Le Droit dans tous ses états

LE DROIT DANS TOUS SES ETATS

Transaction: l’exigence de disponibilité et d’aliénabilité des droits sur lesquels il est transigé

Peut-on transiger en tous domaines ? Le Code civil est silencieux sur cette question. L’article 2046 précise tout au plus qu’« on peut transiger sur l’intérêt civil qui résulte d’un délit ».

Parce que la transaction est un contrat, au titre de la liberté contractuelle, les parties devraient a priori être autorisées à transiger en toutes matières, pourvu que la convention conclue ne porte pas atteinte à l’ordre public, ni par ses stipulations, ni par son but.

Reste que la transaction constitue un acte grave en ce qu’elle emporte renonciation pour les parties d’agir en justice. Or pour pouvoir renoncer à un droit, encore faut-il être libre d’en disposer.

Aussi, cela suppose-t-il que ce droit soit :

  • D’une part disponible
  • D’autre part, aliénable

?Un droit disponible

Il est donc admis que pour pouvoir faire l’objet d’une transaction, le droit concerné doit être disponible.

Par disponible, il faut entendre positivement un droit dont on peut disposer. Cette définition n’est toutefois pas suffisante car elle ne permet pas de cerner avec précision les contours de la notion, laquelle recouvre, en réalité, un périmètre plus restreint.

Car en effet, un droit peut, dans son état primitif, être disponible, mais être inaliénable et donc non cessible, en raison, par exemple, d’une clause spécifique qui aurait été stipulée dans le cadre d’une convention ou encore de son statut de bien public.

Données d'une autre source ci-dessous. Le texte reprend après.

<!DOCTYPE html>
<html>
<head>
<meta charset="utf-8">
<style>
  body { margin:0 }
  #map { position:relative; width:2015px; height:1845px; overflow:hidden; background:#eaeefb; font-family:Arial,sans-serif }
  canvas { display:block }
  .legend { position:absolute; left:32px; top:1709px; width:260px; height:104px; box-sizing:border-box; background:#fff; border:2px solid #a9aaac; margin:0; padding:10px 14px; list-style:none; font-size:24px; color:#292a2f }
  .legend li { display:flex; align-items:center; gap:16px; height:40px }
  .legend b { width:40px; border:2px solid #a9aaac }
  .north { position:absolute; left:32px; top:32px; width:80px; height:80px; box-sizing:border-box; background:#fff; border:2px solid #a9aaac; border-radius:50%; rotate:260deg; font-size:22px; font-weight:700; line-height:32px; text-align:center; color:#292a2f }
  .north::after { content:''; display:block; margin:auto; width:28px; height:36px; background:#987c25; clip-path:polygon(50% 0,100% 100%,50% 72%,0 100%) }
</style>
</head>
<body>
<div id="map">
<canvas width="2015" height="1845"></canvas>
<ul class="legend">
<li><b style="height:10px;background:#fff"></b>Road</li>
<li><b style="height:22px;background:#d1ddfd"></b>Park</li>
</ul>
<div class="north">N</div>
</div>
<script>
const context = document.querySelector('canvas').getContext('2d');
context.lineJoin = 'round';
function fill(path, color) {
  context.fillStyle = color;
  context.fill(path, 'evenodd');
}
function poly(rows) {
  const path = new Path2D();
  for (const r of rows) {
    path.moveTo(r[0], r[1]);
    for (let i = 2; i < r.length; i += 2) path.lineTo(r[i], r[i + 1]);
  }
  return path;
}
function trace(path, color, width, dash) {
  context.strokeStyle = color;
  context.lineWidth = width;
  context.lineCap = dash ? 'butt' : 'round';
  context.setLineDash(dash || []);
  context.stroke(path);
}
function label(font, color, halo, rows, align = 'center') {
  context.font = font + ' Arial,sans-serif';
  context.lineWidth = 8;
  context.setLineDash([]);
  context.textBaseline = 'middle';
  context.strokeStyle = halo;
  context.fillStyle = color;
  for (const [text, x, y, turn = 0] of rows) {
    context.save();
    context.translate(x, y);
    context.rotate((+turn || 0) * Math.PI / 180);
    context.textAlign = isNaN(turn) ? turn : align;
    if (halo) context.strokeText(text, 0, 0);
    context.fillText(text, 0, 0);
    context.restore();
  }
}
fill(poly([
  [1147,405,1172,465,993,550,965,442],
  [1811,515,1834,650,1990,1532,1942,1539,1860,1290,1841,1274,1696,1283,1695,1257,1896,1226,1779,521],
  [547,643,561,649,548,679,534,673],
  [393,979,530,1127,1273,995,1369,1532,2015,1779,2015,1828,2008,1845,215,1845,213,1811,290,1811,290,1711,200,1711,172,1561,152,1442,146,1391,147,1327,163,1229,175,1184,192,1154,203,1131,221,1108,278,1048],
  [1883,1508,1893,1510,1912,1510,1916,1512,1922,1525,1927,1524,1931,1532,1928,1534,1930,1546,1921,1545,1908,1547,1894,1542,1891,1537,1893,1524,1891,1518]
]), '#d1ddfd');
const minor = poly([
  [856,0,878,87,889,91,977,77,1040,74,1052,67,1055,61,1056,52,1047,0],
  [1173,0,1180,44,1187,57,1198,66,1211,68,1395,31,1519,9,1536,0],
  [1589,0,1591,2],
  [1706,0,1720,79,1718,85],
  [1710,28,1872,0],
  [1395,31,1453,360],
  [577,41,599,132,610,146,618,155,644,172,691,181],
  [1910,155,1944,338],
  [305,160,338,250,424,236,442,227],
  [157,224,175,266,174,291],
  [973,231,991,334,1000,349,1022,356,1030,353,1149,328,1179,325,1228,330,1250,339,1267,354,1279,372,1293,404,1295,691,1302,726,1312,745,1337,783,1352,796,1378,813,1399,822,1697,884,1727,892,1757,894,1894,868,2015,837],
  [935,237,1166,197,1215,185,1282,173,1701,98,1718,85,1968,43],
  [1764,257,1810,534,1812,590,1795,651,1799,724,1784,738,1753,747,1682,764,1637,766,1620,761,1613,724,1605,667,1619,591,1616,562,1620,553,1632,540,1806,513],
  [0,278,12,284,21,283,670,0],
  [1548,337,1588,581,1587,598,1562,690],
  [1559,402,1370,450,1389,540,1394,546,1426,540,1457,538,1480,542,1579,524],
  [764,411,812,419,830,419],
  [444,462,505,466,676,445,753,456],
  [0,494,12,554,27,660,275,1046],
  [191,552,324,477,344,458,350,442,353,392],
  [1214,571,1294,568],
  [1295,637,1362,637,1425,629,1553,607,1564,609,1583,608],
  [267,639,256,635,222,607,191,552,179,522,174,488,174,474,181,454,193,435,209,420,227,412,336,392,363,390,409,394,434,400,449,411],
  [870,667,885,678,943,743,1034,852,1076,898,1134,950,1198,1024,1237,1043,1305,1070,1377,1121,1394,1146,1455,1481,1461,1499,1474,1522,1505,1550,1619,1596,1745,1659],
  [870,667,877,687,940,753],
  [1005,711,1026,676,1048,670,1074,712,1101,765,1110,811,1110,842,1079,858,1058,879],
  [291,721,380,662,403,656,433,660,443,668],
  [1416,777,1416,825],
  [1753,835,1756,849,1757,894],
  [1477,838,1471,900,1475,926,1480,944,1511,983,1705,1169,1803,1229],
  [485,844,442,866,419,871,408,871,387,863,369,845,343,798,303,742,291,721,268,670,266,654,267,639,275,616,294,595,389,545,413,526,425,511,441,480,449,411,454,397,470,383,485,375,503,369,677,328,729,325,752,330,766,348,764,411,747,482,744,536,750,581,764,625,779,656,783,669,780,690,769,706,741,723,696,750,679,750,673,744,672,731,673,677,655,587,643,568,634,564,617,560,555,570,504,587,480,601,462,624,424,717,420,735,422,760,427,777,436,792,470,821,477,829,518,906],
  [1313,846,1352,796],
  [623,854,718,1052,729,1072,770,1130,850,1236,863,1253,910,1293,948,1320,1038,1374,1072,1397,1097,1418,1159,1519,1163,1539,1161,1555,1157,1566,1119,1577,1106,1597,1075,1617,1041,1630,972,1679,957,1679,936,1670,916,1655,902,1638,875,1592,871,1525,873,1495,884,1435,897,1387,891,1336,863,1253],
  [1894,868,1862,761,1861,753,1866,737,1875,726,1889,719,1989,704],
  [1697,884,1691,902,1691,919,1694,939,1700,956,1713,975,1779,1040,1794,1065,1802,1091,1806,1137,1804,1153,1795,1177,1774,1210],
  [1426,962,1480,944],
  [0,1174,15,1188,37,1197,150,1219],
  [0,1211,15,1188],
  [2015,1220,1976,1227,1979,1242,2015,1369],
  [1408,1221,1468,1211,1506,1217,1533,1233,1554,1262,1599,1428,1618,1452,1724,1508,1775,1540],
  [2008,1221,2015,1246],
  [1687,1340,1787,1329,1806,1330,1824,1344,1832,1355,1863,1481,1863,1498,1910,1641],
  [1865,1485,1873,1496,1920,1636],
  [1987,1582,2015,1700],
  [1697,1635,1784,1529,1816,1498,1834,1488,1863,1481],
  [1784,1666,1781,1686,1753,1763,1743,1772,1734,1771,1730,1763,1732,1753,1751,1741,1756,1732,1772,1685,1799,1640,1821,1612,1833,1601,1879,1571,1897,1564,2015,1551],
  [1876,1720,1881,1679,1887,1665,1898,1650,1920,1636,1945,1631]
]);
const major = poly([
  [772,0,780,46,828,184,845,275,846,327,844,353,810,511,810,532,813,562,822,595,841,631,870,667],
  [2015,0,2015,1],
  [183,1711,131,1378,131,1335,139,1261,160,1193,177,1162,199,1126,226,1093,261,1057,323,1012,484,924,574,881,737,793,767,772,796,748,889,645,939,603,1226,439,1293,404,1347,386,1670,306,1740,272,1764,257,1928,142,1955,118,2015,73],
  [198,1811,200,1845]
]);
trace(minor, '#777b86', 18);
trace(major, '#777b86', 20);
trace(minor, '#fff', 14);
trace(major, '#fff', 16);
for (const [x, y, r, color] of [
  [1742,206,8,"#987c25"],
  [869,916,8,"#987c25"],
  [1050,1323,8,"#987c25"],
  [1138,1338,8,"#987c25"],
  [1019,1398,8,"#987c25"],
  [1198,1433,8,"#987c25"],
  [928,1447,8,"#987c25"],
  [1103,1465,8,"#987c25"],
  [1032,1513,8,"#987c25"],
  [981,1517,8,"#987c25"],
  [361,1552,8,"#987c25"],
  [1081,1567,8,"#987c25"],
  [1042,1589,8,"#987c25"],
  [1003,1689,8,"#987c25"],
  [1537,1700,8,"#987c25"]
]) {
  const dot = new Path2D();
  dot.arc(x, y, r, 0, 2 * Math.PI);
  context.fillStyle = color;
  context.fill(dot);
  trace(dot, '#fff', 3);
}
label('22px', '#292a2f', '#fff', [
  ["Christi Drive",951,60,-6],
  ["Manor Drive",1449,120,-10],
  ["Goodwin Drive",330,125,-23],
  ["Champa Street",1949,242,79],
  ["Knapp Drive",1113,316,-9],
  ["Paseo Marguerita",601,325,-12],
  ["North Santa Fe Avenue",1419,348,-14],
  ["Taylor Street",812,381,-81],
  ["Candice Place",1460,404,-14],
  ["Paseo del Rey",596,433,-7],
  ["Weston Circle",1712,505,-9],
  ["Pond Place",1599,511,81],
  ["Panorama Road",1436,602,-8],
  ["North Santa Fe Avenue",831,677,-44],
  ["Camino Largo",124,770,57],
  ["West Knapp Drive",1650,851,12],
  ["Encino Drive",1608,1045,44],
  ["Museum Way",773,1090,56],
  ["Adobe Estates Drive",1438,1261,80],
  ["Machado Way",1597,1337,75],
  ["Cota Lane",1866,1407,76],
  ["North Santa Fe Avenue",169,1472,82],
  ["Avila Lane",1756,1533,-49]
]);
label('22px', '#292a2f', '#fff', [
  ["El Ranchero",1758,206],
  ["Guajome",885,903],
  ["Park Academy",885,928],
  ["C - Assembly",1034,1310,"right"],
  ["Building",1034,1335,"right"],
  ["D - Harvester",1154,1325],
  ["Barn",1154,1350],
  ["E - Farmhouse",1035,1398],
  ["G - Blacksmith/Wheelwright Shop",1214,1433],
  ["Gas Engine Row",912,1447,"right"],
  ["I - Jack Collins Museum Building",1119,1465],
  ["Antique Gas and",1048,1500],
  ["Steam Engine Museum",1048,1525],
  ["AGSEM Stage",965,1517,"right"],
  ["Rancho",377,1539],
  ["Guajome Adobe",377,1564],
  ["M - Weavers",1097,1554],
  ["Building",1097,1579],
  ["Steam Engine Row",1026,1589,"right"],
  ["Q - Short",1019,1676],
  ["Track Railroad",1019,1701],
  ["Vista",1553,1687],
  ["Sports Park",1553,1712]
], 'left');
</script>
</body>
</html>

Aussi, pour comprendre ce qu’est un droit disponible, il faut envisager la notion négativement. Sous cet angle, un droit disponible est un droit qui ne relève pas de la catégorie des droits qui sont dits « hors du commerce ».

La question qui immédiatement se pose est alors de savoir comment reconnaître les droits « hors du commerce » et ceux qui ne le sont pas.

Par hypothèse, la ligne de démarcation serait celle qui distingue les droits patrimoniaux des droits extra-patrimoniaux.

Tandis que les premiers sont des droits appréciables en argent et, à ce titre, peuvent faire l’objet d’opérations translatives, les seconds n’ont pas de valeur pécuniaire, raison pour laquelle on dit qu’ils sont hors du commerce ou encore indisponibles.

Ainsi, selon cette distinction, on ne pourrait transiger que sur les seuls droits patrimoniaux. Pour mémoire, ils se scindent en deux catégories :

  • Les droits réels (le droit de propriété est l’archétype du droit réel)
  • Les droits personnels (le droit de créance : obligation de donner, faire ou ne pas faire)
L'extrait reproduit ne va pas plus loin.